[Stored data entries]
——

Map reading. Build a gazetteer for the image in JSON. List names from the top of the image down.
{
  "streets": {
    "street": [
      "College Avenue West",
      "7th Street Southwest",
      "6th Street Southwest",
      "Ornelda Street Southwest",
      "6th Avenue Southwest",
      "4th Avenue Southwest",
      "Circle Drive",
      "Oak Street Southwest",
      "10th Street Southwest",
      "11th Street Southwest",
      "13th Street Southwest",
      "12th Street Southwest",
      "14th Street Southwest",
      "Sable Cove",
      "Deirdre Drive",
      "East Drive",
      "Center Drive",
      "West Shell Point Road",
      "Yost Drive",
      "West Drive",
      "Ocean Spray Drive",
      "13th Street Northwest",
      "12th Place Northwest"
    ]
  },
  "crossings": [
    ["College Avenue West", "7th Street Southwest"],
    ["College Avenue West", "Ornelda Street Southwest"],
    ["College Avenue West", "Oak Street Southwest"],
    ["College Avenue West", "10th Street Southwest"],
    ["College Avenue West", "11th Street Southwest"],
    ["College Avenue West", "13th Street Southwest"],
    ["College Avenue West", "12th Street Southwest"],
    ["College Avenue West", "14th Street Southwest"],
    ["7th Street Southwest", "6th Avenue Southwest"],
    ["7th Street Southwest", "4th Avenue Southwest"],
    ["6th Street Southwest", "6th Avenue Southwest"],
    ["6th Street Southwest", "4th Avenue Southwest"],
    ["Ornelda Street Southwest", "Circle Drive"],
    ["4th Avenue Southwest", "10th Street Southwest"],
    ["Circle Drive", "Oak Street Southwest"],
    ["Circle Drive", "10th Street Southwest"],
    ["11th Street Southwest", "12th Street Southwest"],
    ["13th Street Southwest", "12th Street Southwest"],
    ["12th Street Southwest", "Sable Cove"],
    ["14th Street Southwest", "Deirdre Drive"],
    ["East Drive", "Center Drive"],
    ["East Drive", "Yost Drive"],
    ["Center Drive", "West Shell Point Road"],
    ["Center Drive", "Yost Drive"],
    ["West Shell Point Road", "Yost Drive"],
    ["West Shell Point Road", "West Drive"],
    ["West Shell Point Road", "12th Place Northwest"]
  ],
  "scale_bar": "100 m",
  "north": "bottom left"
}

——

Look through the data above for the string "Circle" and copy every line where it appears.

● Task answer:
      "Circle Drive",
    ["Ornelda Street Southwest", "Circle Drive"],
    ["Circle Drive", "Oak Street Southwest"],
    ["Circle Drive", "10th Street Southwest"],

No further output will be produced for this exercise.